With conjugate models, the prior and posterior belong to the same family of distributions. If a distribution from this family is determined by a fixed set of parameters, we only need to update these parameters at each step. This updating process is defined by an integration problem, i.e. applying Bayes’ theorem, but it’s common with conjugate models for the integration to reduce to a simple algebraic operation on the parameters.

For example, suppose some binary event that happens with probability θ where θ has a beta(α, β) distribution. When we take our next observation, the posterior distribution becomes beta(α+1, β) if the event occurred and beta(α, β+1) if it didn’t. There is an integration problem in the background that reduces to simply adding a 1 to the α parameter for every success and to the β parameter for every failure. (Standard terminology is to call an observation of the thing you’re interested in a “success” regardless of whether the thing you’re observing is good or bad. “Failure” is just an observation of the thing not happening, even if it’s good that it didn’t happen.)

Conjugate models have the structure of a fold in functional programming, also known as a reduce or accumulate operation. We’ll show below how to compute the posterior distribution in a beta-binomial and normal-normal model using folds in Haskell. (Technically a left associative fold, foldl. Haskell also has a right associative fold foldr that we won’t be concerned about here.)

What does foldl require? Let’s ask GHCi, the Haskell REPL. Prior to GHC version 7.10 we would get the following.

     ghci> :type foldl
foldl :: (a -> b -> a) -> a -> [b] -> a


Unfortunately the type variables a and b just mean “one type” and “a possibly different type” and tell us nothing about how the types are used, so let’s unravel this a little at a time.

Here “a” is the type of the accumulator state. In our case, it will be the prior and posterior distribution parameters because that’s what’s being updated for each data point. Conjugacy makes this work since the prior and posterior distributions belong to the same family. The “b” type is our data. So you could read the type of foldl as follows.

foldl takes three things: a function to fold over the data, an initial accumulator state, and an array of data. It returns the final accumulator state. The accumulator function takes an accumulator state and a data value, and returns a new accumulator state.

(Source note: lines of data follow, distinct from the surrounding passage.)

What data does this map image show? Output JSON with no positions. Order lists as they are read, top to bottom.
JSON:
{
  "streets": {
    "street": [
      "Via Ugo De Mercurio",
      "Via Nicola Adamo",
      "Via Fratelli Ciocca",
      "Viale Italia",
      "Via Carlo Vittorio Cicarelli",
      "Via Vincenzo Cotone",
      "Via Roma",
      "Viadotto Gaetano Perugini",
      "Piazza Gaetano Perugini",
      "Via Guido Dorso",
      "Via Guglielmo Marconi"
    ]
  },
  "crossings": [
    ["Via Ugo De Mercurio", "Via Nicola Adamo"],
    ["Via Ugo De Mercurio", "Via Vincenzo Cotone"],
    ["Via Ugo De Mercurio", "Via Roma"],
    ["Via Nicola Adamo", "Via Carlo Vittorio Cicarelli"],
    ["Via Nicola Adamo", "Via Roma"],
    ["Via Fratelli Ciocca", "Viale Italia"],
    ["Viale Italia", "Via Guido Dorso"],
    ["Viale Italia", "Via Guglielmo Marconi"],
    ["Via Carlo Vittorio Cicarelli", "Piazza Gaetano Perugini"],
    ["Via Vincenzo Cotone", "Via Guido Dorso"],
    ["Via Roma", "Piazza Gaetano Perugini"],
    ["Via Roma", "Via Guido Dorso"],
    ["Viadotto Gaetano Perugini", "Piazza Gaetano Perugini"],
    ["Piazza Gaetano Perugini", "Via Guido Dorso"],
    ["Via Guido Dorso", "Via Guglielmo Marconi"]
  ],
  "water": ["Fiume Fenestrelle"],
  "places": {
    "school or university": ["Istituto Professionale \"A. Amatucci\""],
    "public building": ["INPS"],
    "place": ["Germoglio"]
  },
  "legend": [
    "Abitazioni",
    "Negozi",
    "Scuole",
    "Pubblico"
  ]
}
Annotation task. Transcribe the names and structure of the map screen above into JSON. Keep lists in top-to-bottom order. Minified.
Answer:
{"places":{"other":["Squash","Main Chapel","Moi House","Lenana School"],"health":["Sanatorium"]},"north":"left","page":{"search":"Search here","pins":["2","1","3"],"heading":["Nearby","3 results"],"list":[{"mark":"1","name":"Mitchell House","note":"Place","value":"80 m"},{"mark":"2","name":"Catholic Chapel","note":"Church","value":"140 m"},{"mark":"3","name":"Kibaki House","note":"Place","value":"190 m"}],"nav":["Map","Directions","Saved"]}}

Starting with GHC 7.10 the type of foldl is a little more general.

     ghci> :type foldl
foldl :: Foldable t => (a -> b -> a) -> a -> t b -> a


Instead of foldl operating only on lists, it can operate on any “foldable” container. To recover the type from earlier versions of the compiler, replace t with []. (Haskell uses [] b and [b] as equivalent ways of indicating a list of elements of type b.) There is one other difference I’ve edited out: The latest version of GHCi reverses the roles of ‘a’ and ‘b’. This is confusing, but has no effect since the type variable names have no meaning. I swapped the a’s and b’s back like they were to make the two definitions easier to compare.

## Beta-binomial example

Returning to the beta-binomial model discussed above, suppose we have a sequence of observations consisting of a 1 when the event in question happened and a 0 when it did not. And suppose our prior distribution on the probability of the event has a beta(α, β) distribution.

Now what function will we fold over our data to update our prior into a posterior?

     ghci> let f params y = (fst params + y, snd params + 1 - y)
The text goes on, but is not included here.